1. Introduction
Chronic Myeloid Leukemia (CML) is a myeloproliferative syndrome predominantly affecting the granulocytic lineages and characterized by the presence of a clonal acquired cytogenetic abnormality, the Philadelphia chromosome (Ph1), resulting from a t(9;22) translocation. This leads to the formation of the Bcr-Abl fusion oncogenic protein, which exhibits strong tyrosine kinase activity and is responsible for leukemic transformation [1]. For a long time, CML posed a significant challenge in terms of management. However, today, thanks to tyrosine kinase inhibitors (TKIs), its prognosis has improved considerably, with the possibility of discontinuing treatment in cases of sustained deep molecular response (DMR) to achieve treatment-free remission (TFR) and potentially a cure [2]. As with all chronic conditions, the challenge of therapeutic adherence now arises, as it is a critical factor in achieving molecular remission [3] [4]. More than two decades after the introduction of TKIs into the therapeutic arsenal for CML patients in Togo and following a previous study revealing poor molecular response among patients [5], we deemed it necessary to conduct the present study to evaluate therapeutic adherence among our patients and the factors influencing it.
2. Methods
This was a descriptive and analytical cross-sectional study conducted in the hematology department of the CHU Campus over a three-month period, from March 1, 2024, to June 1, 2024. Ethical committee approval was obtained, and patient anonymity was preserved. The study included patients diagnosed with CML and receiving TKIs who provided informed consent. Data collection was carried out during semi-structured interviews using pre-established survey forms. Sociodemographic parameters, as well as those related to the therapeutic and evolutionary aspects of the disease, were documented. The 8-item Morisky Medication Adherence Scale (MMAS-8) was used to assess adherence. In cases of suboptimal adherence, the reasons for non-adherence reported by the patients were specifically recorded. Data were entered into Excel 2019 and analyzed using SPSS version 25.0 and Stata v16. For multivariate analyses, a p-value < 0.05 was considered statistically significant.
3. Results
Among the 80 patients actively followed for CML in the department, we were able to interview 63, resulting in a participation rate of 78.8%. The mean age of the patients was 45.15 ± 15.95 years, with extremes ranging from 9 to 81 years. The most represented age group was 40 to 60 years, accounting for 41.37% of participants. Regarding the disease phase, 95.23% of participants were in the chronic phase, 3.17% were in the acceleration phase, and one patient (1.60%) was in the blast crisis.

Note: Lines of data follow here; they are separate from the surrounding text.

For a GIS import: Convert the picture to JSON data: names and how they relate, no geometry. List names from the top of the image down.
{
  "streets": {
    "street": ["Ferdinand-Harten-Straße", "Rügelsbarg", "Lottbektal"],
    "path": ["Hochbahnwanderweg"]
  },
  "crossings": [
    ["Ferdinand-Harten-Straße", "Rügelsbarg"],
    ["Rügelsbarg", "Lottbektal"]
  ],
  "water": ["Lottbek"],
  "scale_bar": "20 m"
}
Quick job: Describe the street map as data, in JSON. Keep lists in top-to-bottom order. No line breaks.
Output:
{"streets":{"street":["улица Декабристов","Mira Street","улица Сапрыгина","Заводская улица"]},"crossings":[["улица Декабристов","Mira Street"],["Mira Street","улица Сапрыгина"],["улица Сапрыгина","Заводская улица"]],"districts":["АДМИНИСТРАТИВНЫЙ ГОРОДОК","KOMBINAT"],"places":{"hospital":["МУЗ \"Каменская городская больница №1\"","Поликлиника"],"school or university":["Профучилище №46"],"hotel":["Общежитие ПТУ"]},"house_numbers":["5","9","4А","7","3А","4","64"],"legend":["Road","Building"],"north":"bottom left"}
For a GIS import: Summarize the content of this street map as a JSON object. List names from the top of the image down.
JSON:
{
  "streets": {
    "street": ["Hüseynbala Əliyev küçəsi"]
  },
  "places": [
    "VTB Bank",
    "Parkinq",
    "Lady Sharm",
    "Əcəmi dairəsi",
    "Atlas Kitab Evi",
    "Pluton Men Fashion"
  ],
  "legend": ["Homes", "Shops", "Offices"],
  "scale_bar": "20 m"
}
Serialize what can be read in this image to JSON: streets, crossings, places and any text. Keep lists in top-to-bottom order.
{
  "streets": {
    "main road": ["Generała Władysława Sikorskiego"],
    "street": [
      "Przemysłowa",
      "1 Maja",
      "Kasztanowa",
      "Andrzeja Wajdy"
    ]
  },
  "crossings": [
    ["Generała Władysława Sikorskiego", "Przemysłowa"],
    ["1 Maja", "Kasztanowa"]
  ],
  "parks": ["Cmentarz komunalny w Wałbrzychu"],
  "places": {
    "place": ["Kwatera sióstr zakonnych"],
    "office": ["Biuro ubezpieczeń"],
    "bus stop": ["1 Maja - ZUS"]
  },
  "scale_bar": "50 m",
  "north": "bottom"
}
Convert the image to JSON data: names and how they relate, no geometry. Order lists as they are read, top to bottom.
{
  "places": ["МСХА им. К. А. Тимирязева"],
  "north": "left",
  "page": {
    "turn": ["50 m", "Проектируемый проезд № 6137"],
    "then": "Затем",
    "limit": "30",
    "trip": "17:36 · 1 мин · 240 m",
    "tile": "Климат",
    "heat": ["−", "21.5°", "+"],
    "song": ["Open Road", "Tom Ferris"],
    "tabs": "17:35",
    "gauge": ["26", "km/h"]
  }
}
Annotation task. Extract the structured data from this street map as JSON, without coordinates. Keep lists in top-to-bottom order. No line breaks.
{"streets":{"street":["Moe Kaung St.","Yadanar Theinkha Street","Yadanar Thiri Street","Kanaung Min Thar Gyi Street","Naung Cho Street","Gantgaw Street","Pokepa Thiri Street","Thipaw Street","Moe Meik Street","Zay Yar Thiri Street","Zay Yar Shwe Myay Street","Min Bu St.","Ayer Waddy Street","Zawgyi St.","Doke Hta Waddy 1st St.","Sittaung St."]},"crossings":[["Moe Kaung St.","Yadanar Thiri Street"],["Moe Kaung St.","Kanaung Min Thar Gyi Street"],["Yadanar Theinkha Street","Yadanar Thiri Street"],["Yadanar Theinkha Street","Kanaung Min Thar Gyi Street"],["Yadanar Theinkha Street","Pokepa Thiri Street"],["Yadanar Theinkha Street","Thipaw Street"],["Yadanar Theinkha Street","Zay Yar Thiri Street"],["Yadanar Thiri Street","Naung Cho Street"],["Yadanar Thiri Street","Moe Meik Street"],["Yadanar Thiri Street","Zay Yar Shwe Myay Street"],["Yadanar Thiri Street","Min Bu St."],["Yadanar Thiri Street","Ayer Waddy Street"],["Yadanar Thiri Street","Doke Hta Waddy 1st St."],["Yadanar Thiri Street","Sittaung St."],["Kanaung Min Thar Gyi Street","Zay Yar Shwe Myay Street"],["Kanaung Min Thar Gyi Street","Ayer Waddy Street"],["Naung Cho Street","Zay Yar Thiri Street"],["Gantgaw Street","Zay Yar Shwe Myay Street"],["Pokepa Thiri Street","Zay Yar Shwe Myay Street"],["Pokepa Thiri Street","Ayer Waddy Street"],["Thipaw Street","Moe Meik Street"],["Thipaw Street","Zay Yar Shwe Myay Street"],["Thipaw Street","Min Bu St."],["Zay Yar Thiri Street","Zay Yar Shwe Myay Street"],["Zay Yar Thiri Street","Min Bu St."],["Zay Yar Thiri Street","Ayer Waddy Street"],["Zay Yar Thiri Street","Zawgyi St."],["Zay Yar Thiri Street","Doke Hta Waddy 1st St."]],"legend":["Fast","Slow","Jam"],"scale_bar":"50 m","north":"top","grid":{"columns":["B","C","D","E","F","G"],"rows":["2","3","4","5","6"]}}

In terms of treatment, 73.02% of patients were on imatinib, 23.81% on Dasatinib, and 3.17% on Bosutinib. The distribution of patients according to therapeutic adherence is presented in Table 1.
Table 1. Distribution of patients based on therapeutic adherence.
|
Number (n) |
Percentage (%) |
Low |
15 |
23.80 |
Medium |
29 |
46.03 |
High |
19 |
30.17 |
Total |
63 |
100 |
The reasons for non-adherence were investigated among patients with suboptimal adherence, totaling 44 patients. Forgetfulness was the primary reason for non-adherence, accounting for 63.64% (Figure 1).
Figure 1. Reasons for non-adherence.
Statistically, older patients, those who were satisfied with therapeutic education, and those who did not experience treatment-related side effects were more adherent. Treatment duration, gender, socioeconomic status, and the specific drug had no statistical impact on therapeutic adherence.
The various factors associated with therapeutic adherence are summarized in Table 2.
4. Discussion
Our study is the first conducted to gain insights into adherence and the determinants of poor adherence among patients with CML. Unlike other studies carried out in sub-Saharan Africa, this study did not solely evaluate therapeutic adherence in patients on imatinib. This approach provided a comprehensive overview of therapeutic adherence in CML [6] [7]. Indeed, for more than 20 years, the free provision of TKIs through The Max Foundation’s Glivec International Patient Assistant Program (GIPAP), has significantly reduced the economic burden of treatment, thereby markedly improving accessibility. This study has therefore enabled us to identify other factors that may influence patients’ adherence to treatment and to take the necessary measures to improve their compliance.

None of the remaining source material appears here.